I have previously posted about my cash /cash-equivalent strategy which involves among other products, a monthly T-bill ladder. Given the differing maturity dates and application dates, and reduced T-bill rates, I wondered whether maintaining a cash T-bill ladder is worth the hassle.
After looking into Money Market Funds, I decided to add MMFs to my cash management strategy and to discontinue my monthly T-bill ladder and add the maturity proceeds of existing T-bills to an MMF.
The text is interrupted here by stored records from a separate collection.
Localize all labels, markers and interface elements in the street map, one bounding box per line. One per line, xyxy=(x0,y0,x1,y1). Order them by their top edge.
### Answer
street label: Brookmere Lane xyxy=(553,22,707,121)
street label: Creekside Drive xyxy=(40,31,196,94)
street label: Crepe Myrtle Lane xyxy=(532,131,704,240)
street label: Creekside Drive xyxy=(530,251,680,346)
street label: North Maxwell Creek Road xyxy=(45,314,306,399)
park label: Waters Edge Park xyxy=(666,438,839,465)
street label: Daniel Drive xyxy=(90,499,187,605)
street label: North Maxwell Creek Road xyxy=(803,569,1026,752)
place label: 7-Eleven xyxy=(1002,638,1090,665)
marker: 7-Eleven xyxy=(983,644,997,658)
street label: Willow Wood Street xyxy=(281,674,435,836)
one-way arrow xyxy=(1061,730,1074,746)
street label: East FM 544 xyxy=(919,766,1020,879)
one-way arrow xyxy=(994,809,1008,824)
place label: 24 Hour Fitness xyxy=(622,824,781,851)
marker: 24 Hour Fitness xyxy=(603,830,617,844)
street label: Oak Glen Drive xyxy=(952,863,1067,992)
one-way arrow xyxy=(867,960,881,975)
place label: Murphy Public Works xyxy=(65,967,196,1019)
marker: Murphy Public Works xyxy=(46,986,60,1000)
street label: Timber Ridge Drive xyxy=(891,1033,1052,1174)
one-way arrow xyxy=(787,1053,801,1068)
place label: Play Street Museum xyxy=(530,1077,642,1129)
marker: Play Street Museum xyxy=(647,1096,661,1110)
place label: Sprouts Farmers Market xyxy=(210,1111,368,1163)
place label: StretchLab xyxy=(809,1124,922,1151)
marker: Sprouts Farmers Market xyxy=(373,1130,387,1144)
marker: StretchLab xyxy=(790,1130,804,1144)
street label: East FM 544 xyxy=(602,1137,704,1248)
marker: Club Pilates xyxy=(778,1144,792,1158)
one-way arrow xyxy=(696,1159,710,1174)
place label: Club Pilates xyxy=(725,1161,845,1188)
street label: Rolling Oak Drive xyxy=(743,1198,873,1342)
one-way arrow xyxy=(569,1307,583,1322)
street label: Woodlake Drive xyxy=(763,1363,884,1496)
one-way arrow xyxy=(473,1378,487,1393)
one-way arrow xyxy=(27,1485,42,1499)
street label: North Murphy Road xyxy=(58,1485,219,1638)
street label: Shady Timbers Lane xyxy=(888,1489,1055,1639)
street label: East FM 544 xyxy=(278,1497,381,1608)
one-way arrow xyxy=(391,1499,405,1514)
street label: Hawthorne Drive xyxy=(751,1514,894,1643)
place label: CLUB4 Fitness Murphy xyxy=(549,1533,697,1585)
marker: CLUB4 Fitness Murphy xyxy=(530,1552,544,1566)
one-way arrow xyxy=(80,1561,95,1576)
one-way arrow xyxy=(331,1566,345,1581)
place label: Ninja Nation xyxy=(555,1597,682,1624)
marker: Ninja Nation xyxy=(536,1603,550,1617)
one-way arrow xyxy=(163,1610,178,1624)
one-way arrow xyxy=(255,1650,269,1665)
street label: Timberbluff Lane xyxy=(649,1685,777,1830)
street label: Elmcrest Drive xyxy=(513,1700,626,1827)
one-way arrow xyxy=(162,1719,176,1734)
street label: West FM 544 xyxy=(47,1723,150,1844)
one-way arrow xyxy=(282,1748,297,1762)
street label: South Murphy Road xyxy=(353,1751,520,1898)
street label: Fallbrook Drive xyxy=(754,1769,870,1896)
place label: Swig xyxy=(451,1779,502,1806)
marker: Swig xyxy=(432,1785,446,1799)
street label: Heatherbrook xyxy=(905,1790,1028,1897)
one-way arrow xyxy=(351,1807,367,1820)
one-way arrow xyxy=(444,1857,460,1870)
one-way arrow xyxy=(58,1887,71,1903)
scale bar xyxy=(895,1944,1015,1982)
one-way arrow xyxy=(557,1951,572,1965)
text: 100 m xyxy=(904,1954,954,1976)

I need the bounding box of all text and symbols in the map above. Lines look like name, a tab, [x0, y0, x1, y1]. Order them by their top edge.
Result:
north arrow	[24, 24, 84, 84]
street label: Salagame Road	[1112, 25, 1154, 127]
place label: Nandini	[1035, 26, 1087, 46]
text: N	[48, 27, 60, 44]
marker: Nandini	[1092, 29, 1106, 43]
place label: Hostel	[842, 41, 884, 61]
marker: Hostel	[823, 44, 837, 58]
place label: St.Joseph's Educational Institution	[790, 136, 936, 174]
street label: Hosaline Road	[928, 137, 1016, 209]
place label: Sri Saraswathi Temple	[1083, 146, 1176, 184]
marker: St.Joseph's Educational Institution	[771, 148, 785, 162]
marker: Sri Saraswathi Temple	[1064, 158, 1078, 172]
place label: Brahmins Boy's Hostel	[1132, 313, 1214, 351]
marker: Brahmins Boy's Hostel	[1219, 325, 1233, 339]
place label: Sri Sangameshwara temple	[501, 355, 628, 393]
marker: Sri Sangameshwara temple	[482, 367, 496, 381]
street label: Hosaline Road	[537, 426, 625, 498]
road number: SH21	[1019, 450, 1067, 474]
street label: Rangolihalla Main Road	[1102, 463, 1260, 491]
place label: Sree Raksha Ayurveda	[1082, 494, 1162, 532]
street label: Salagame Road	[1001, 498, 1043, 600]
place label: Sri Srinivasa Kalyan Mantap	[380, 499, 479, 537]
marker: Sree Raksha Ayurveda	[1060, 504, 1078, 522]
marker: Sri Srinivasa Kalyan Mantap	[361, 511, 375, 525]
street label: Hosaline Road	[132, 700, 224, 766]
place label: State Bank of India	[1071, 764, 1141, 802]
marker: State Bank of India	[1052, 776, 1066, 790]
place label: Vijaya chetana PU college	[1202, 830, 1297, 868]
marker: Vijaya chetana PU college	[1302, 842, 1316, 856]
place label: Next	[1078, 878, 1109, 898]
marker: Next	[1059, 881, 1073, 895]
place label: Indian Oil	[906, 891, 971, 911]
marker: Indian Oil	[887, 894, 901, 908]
This does not mean I will have zero T-bills. I still plan to have a single $50,000 cash T-bill which I will roll over every 6 months. If my MMF funds get too large, I may transfer out some to buy a 1-year $50k T-bill. That should be manageable and simplify my life. At the same time, I'm not too overexposed to MMFs.
Which MMF?
My starting point is always the cheapest/lowest expense ratio. In this case, the Fullerton SGD cash fund with an expense ratio of 0.17% is my no.1 choice. I've started purchasing this using the FSMOne platform (since there are no unit trust platform fees for Diamond+ tier members) and plan to cap my exposure at $100k.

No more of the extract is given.